• _WHAT THE TASK REQUIRES_
In the entries below, count every line containing "stream". Reply with the number alone.

____ GIVEN ENTRIES

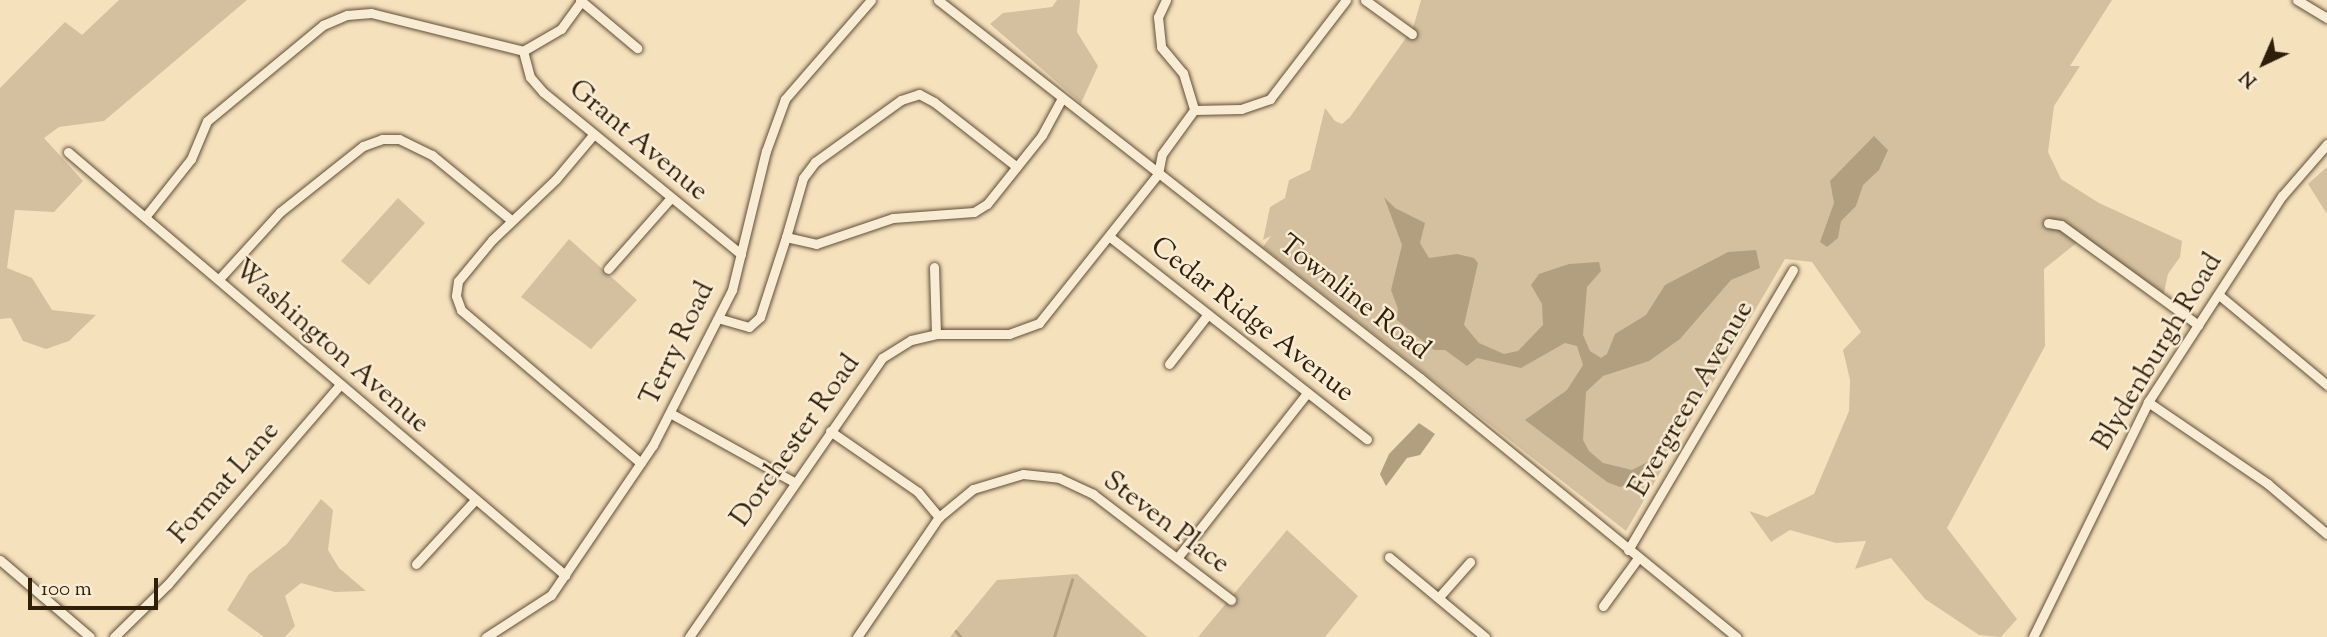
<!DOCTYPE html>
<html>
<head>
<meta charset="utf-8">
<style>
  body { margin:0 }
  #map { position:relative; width:2327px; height:637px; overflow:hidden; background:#f6e1bd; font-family:"Sorts Mill Goudy",serif }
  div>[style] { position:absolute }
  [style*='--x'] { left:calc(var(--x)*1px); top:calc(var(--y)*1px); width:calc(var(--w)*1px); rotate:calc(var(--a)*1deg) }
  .green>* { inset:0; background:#d4c09f }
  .water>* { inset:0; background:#b29f80 }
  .stream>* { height:2.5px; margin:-1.25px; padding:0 1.25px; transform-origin:1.25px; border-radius:1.25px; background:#b29f80 }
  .roads { filter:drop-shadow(0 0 2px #604f37) drop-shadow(0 0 2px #604f37) }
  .minor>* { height:9px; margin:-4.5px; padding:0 4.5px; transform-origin:4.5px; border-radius:4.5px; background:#f9ecd4 }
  span { translate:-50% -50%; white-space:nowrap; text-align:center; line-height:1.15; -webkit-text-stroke:5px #f9ecd4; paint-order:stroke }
  .street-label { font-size:28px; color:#2e1e0a }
  .north { position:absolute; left:2229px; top:28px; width:70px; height:70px; -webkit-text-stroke:5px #f9ecd4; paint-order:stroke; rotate:224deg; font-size:19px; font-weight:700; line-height:28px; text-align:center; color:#2e1e0a }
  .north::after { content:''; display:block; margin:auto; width:24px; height:32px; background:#2e1e0a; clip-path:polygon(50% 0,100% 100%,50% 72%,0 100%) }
  .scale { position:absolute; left:28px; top:578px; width:130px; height:32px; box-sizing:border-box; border:4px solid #2e1e0a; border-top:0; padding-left:9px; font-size:21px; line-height:24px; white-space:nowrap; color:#2e1e0a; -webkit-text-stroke:5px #f9ecd4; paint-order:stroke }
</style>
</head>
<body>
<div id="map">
  <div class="green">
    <i style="clip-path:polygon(119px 0,247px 0,104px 121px,59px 127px,44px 138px,83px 181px,54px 212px,15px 210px,7px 268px,32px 278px,52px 310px,96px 315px,69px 341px,46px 349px,23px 341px,11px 318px,0 319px,0 88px,65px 22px,82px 35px)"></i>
    <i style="clip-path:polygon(1057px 0,1080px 0,1077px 32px,1098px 66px,1081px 103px,990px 24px,1003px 13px,1052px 7px)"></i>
    <i style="clip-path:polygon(1421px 0,2112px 0,2070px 66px,2080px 66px,2054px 106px,2048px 152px,2061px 179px,2099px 203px,2182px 241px,2180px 257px,2168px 274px,2163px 297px,2084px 237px,2044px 269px,2045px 346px,1947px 528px,2017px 619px,2001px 637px,1979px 635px,1925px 599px,1891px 558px,1855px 569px,1866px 541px,1836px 543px,1790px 530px,1771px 542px,1749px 511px,1767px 517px,1814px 494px,1849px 411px,1850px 380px,1843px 350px,1861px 332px,1812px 262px,1785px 259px,1626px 531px,1263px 247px,1271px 236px,1263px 240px,1270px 207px,1285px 198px,1289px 180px,1310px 170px,1325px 108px,1335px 121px,1342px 124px,1350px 117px,1413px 28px)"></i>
    <i style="clip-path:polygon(2327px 167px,2327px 214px,2308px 184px)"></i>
    <i style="clip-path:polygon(398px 198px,425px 223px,369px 285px,341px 261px)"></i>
    <i style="clip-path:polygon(569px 239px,637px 300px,591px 349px,521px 297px)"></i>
    <i style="clip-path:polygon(321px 499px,333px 510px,328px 550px,339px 568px,366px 591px,335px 592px,301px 583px,285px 596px,295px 626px,285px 637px,264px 637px,227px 610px,249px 574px,287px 544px)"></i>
    <i style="clip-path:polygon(1287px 530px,1358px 596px,1325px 637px,1198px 637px)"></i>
    <i style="clip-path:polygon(1077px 574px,1147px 637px,950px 637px,997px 580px)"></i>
  </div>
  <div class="water">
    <i style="clip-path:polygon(1874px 136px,1888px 150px,1879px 170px,1863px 185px,1856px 206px,1841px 221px,1838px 238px,1827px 247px,1820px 242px,1834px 203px,1830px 181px)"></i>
    <i style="clip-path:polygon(1384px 197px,1395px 208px,1425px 223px,1420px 243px,1429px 258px,1457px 254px,1474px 258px,1478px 263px,1464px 325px,1479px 343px,1504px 354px,1518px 351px,1543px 325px,1542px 304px,1531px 285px,1539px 274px,1569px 264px,1599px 262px,1601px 271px,1587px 287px,1583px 335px,1590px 351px,1601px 358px,1607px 354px,1615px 334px,1646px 315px,1665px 285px,1728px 252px,1756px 250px,1760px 268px,1731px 280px,1680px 339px,1649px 361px,1603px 376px,1586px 392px,1583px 440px,1589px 451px,1603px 463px,1632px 470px,1653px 459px,1642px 480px,1620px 487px,1607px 482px,1525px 420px,1567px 390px,1583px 365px,1577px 346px,1565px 343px,1521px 368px,1477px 358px,1467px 366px,1445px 350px,1434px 350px,1397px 320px,1398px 309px,1391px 290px,1402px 245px)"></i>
    <i style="clip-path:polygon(1419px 423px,1435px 434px,1420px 455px,1407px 458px,1386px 486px,1380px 474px,1389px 454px)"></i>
  </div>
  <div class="stream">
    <i style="--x:956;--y:631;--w:8;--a:50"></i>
    <i style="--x:1054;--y:637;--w:60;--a:-72.5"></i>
  </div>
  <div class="roads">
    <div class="minor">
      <i style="--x:580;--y:0;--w:75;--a:40.1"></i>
      <i style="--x:938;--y:0;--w:613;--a:38.1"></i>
      <i style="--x:1420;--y:378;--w:409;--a:39.3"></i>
      <i style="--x:1166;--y:0;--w:19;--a:115"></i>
      <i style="--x:1158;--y:17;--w:30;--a:84"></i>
      <i style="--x:1161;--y:47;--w:34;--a:50"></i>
      <i style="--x:1183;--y:73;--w:39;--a:73"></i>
      <i style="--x:1365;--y:0;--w:58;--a:35.9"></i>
      <i style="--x:2297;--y:0;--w:35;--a:31"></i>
      <i style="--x:523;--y:51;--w:27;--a:75"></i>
      <i style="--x:530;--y:77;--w:20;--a:49"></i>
      <i style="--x:543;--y:92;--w:256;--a:39.3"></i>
      <i style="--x:593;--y:135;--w:57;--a:130.1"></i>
      <i style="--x:556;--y:179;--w:88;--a:136.4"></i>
      <i style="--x:492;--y:240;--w:53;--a:129.7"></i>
      <i style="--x:458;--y:281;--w:15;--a:98"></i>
      <i style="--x:456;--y:296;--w:15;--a:70"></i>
      <i style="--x:461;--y:310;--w:236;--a:40.4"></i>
      <i style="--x:68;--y:152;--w:653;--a:40.4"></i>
      <i style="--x:145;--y:217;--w:74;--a:-51.6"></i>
      <i style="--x:191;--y:159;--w:41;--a:-67.2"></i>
      <i style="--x:207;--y:121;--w:151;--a:-39.6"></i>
      <i style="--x:323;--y:25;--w:26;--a:-23"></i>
      <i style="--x:347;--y:15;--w:24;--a:-5"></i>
      <i style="--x:371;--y:13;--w:157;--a:14"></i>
      <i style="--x:523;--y:51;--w:44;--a:-30.1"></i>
      <i style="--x:561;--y:29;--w:34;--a:-54"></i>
      <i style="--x:2048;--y:223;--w:13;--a:9"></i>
      <i style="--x:2061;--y:225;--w:170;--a:36.1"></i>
      <i style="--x:786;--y:237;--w:61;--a:-73.9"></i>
      <i style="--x:803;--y:178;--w:20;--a:-53"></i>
      <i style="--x:815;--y:162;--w:106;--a:-35.8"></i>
      <i style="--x:901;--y:100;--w:19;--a:-18"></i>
      <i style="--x:919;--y:94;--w:17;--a:28"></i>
      <i style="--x:934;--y:102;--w:105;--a:38.1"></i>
      <i style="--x:1110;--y:237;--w:327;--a:38.2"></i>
      <i style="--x:934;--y:267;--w:67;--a:88.3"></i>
      <i style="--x:608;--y:269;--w:94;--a:-48.5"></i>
      <i style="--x:219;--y:279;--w:91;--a:-47.7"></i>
      <i style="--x:280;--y:212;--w:106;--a:-38.5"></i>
      <i style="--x:363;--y:146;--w:20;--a:-20"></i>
      <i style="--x:382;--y:139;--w:17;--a:0"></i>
      <i style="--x:399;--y:139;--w:37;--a:26"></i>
      <i style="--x:432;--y:155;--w:101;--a:39.4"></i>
      <i style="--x:2219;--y:295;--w:141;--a:39.8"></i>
      <i style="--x:721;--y:319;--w:29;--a:16"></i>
      <i style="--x:749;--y:327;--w:15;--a:-42"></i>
      <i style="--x:760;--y:317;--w:84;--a:-72"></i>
      <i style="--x:786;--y:237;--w:31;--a:13"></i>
      <i style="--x:816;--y:244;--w:81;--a:-18.7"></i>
      <i style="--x:893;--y:218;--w:81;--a:-4.2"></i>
      <i style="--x:974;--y:212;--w:15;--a:-32"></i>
      <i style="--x:987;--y:204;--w:88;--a:-51.4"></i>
      <i style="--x:1042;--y:135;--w:42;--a:-61.6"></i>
      <i style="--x:1169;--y:364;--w:63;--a:-52"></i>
      <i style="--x:2148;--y:402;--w:145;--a:34.3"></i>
      <i style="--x:2268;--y:484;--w:77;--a:40.3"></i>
      <i style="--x:670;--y:413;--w:142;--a:29.1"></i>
      <i style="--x:830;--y:431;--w:107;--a:34.7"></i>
      <i style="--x:918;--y:492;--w:33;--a:50"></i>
      <i style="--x:1628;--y:550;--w:325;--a:-59.5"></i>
      <i style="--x:1178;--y:557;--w:209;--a:-51.8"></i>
      <i style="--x:1389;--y:557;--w:125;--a:39.8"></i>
      <i style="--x:0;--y:560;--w:118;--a:40.5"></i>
      <i style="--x:416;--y:564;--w:87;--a:-47.3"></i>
      <i style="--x:1439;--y:597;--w:47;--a:-48.5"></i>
      <i style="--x:1603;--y:606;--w:59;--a:-53.9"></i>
      <i style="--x:114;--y:637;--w:76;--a:-44.5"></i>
      <i style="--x:168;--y:584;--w:262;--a:-49.2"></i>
      <i style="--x:486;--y:637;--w:77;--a:-32.9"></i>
      <i style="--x:551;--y:595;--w:181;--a:-55.8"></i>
      <i style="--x:653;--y:445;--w:174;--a:-63"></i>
      <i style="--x:732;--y:290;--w:143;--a:-76.3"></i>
      <i style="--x:766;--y:151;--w:55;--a:-69.9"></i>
      <i style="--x:785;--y:99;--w:131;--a:-49"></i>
      <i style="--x:689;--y:637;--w:339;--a:-55.3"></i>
      <i style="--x:882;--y:358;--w:34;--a:-32"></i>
      <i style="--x:911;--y:340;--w:26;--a:-13"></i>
      <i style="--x:936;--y:334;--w:73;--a:0"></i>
      <i style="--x:1009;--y:334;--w:32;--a:-20"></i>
      <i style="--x:1039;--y:323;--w:191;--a:-51.4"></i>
      <i style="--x:1158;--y:174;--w:20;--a:-79"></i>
      <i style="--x:1162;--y:154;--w:54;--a:-54"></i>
      <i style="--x:1194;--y:110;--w:47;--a:-1.2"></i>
      <i style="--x:1241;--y:109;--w:31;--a:-19"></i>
      <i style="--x:1270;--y:99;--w:125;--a:-52.5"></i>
      <i style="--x:857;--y:637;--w:145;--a:-55.7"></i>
      <i style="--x:939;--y:517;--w:44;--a:-39.5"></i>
      <i style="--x:973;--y:489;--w:52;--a:-16.7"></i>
      <i style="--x:1023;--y:474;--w:36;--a:6"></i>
      <i style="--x:1059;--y:478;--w:38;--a:25"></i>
      <i style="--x:1093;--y:494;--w:174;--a:37.5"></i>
      <i style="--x:2033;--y:637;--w:262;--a:-63.9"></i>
      <i style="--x:2148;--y:402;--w:246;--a:-57"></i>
      <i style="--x:2282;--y:196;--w:69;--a:-49.1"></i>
    </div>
  </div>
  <div class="street-label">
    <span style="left:638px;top:141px;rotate:40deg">Grant Avenue</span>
    <span style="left:1354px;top:298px;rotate:38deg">Townline Road</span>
    <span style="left:1252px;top:320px;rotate:38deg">Cedar Ridge Avenue</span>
    <span style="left:678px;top:344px;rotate:-64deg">Terry Road</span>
    <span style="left:331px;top:347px;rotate:41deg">Washington Avenue</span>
    <span style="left:2158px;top:352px;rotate:-59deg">Blydenburgh Road</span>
    <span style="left:1692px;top:399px;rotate:-60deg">Evergreen Avenue</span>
    <span style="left:796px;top:441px;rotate:-55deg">Dorchester Road</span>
    <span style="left:225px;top:483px;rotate:-49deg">Format Lane</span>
    <span style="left:1166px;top:523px;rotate:37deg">Steven Place</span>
  </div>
  <div class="north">N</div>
  <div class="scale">100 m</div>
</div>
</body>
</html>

________

• _OUTPUT OF THE EXERCISE_
2